» Data extract
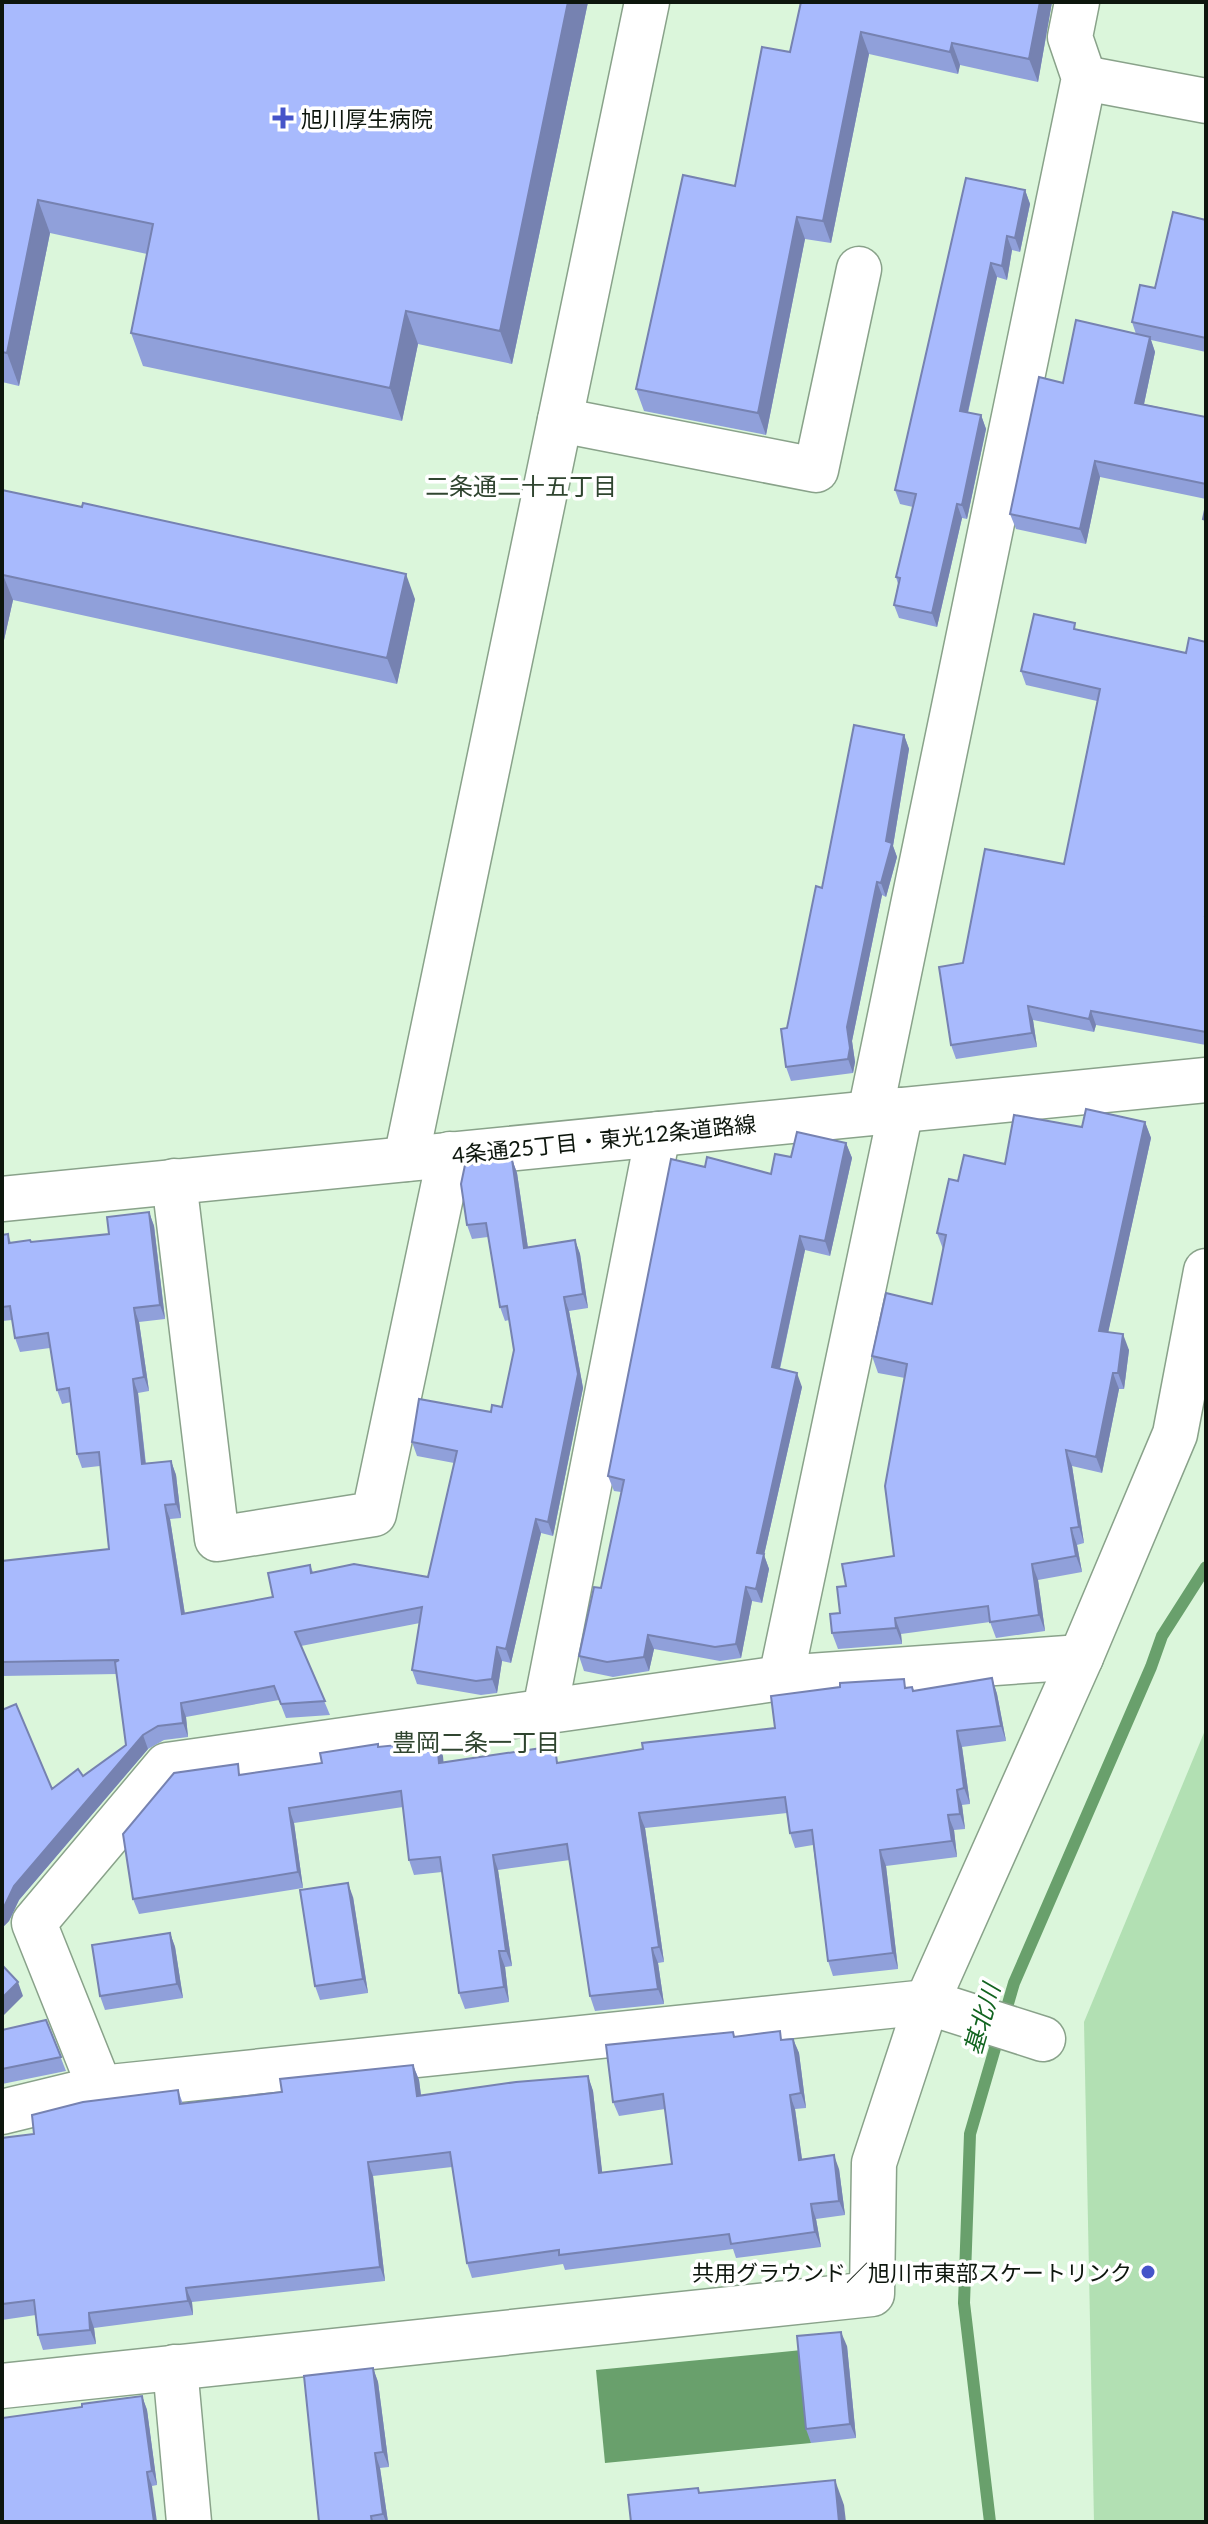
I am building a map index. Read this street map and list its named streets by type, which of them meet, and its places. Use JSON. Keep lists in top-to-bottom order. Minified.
{"streets":{"street":["4条通25丁目・東光12条道路線"]},"districts":["二条通二十五丁目","豊岡二条一丁目"],"water":["基北川"],"places":{"health":["旭川厚生病院"],"other":["共用グラウンド／旭川市東部スケートリンク"]}}
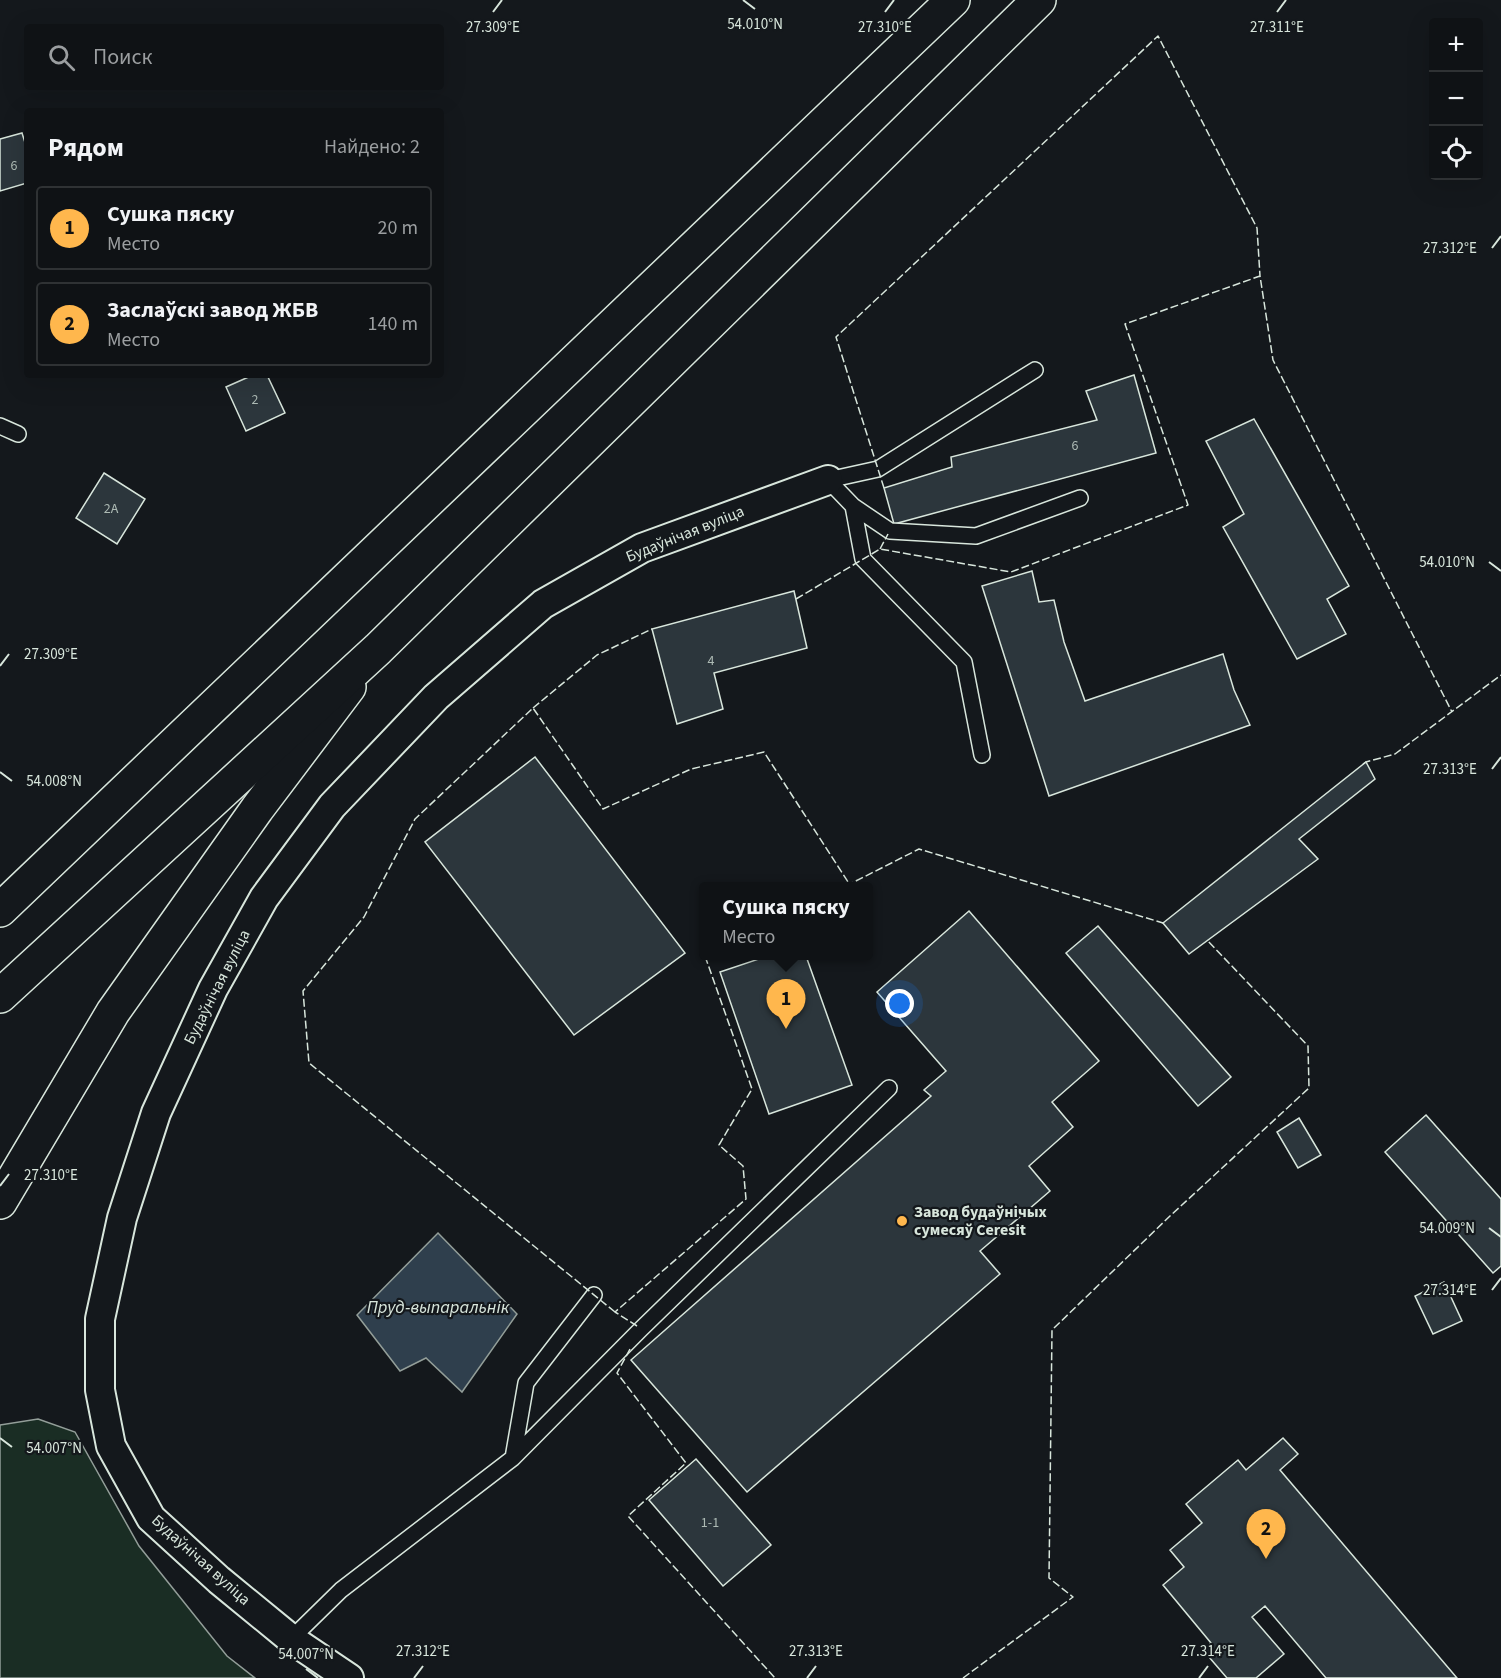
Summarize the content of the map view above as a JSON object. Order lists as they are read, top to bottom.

» How to complete this task
Go through the listing above and write it out again exactly, dropping the pictures.

» Output below
I am building a map index. Read this street map and list its named streets by type, which of them meet, and its places. Use JSON. Keep lists in top-to-bottom order. Minified.
{"streets":{"street":["4条通25丁目・東光12条道路線"]},"districts":["二条通二十五丁目","豊岡二条一丁目"],"water":["基北川"],"places":{"health":["旭川厚生病院"],"other":["共用グラウンド／旭川市東部スケートリンク"]}}
Summarize the content of the map view above as a JSON object. Order lists as they are read, top to bottom.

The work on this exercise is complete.